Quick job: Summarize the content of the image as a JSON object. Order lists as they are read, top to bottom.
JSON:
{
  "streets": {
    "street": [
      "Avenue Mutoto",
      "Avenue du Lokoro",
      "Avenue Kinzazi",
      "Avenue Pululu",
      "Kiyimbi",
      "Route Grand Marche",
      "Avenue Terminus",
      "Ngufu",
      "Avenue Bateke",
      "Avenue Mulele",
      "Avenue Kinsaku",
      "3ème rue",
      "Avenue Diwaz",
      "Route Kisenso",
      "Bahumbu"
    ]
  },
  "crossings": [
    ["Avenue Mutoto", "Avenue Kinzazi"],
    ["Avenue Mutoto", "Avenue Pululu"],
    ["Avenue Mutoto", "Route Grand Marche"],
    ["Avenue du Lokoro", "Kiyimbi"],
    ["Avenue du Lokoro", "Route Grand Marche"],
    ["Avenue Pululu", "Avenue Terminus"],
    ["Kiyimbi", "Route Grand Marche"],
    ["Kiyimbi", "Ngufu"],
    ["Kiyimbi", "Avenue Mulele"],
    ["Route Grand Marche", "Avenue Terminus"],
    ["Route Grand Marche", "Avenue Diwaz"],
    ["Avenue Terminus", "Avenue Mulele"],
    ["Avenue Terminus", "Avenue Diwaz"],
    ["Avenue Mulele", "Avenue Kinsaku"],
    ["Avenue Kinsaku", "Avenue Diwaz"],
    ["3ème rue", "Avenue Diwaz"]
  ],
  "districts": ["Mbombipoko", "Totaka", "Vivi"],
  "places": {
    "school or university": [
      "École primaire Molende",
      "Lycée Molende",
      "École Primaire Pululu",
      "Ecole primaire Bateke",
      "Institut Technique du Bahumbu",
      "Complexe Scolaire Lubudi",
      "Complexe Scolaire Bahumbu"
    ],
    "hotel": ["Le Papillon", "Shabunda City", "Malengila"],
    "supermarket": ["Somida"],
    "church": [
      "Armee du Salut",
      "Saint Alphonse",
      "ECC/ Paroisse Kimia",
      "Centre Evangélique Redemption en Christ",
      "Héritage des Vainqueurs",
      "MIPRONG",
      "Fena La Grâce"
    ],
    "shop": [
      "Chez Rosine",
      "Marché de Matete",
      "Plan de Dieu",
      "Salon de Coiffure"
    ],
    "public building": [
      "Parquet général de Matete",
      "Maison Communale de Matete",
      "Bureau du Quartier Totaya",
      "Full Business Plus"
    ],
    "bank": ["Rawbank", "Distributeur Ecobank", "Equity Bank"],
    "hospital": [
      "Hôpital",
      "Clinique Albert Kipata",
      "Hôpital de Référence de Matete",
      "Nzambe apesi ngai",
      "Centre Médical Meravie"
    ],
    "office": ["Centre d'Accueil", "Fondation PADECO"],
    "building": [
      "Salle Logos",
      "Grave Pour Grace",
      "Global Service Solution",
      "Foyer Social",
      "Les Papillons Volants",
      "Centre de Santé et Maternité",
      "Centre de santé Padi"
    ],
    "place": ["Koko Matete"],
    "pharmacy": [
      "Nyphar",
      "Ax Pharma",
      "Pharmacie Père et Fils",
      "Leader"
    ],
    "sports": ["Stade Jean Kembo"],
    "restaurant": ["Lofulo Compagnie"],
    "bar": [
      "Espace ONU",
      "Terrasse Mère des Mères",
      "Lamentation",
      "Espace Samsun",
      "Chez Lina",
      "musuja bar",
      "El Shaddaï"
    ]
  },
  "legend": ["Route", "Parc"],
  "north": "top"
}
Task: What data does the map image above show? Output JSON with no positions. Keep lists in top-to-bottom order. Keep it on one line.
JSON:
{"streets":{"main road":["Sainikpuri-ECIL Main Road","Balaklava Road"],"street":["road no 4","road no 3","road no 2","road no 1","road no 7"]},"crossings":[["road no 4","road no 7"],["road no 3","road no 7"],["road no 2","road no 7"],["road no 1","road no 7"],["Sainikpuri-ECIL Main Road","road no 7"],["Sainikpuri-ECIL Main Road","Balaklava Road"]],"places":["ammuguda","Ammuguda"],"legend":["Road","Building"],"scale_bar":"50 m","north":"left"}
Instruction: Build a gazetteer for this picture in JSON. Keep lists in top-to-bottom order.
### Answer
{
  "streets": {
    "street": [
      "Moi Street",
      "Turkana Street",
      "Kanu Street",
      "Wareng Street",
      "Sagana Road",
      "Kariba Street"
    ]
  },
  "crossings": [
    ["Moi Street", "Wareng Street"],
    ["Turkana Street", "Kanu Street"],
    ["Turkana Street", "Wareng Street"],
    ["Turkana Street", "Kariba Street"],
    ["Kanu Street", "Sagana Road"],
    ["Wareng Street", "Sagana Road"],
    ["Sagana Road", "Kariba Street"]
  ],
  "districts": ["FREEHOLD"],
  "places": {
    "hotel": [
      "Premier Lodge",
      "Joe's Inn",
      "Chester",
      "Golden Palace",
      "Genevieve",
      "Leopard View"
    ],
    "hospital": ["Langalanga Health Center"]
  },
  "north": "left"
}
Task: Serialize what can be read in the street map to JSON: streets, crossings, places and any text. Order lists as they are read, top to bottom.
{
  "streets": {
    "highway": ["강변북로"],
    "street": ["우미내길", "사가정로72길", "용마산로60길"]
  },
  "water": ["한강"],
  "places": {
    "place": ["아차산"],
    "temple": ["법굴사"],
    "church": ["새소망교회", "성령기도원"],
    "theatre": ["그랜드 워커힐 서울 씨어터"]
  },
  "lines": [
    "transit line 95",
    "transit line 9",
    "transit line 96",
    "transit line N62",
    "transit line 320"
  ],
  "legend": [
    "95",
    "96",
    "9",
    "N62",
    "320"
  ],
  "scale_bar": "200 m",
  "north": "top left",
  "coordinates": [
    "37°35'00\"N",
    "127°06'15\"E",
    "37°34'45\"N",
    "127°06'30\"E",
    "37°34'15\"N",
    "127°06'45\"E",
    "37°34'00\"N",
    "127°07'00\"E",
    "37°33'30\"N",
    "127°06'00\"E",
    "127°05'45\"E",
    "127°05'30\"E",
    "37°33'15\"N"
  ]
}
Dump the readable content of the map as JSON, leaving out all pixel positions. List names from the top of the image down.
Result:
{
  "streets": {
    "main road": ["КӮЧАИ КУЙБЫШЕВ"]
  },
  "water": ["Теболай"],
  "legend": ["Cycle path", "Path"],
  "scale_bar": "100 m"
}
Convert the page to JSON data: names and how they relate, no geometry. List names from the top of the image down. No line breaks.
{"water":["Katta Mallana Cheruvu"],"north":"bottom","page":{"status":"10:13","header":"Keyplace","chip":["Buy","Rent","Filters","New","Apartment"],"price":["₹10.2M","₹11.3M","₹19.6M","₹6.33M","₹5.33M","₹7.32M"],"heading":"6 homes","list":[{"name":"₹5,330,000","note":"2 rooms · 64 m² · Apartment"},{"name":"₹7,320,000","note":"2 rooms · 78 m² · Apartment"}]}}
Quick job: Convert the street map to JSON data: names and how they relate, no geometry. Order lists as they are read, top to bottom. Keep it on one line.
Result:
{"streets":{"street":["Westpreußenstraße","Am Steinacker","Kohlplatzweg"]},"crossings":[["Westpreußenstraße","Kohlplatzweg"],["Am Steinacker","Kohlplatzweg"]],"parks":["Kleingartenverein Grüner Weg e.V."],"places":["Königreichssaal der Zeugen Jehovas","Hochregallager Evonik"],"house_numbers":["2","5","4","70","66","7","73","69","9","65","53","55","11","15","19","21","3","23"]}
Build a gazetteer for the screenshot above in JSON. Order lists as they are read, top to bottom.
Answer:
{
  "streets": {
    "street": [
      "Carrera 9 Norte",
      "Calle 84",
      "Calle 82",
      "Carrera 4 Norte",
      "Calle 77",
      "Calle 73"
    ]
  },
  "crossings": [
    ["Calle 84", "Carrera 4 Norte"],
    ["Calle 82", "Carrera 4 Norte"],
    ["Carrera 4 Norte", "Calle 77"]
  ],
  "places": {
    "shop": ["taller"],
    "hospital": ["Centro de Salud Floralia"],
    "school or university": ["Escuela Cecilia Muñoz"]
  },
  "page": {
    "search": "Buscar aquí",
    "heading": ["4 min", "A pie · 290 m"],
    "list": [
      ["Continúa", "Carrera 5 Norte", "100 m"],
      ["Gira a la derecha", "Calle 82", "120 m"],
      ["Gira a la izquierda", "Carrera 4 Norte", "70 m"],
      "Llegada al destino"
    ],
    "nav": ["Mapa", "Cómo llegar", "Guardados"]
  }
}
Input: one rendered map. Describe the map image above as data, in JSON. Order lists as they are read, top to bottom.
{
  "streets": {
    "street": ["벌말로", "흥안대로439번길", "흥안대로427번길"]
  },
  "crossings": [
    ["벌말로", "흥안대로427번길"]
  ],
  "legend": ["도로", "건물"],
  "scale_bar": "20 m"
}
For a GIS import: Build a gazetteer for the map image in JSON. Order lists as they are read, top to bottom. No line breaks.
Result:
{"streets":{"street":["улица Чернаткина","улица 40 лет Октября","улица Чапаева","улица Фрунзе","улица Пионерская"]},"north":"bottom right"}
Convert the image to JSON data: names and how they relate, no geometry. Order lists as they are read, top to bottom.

## EXERCISE BRIEF
Only lines with the word "positions" are wanted, so copy each one from the records.

## SOLUTION TO THE PROBLEM
Task: What data does the map image above show? Output JSON with no positions. Keep lists in top-to-bottom order. Keep it on one line.
Dump the readable content of the map as JSON, leaving out all pixel positions. List names from the top of the image down.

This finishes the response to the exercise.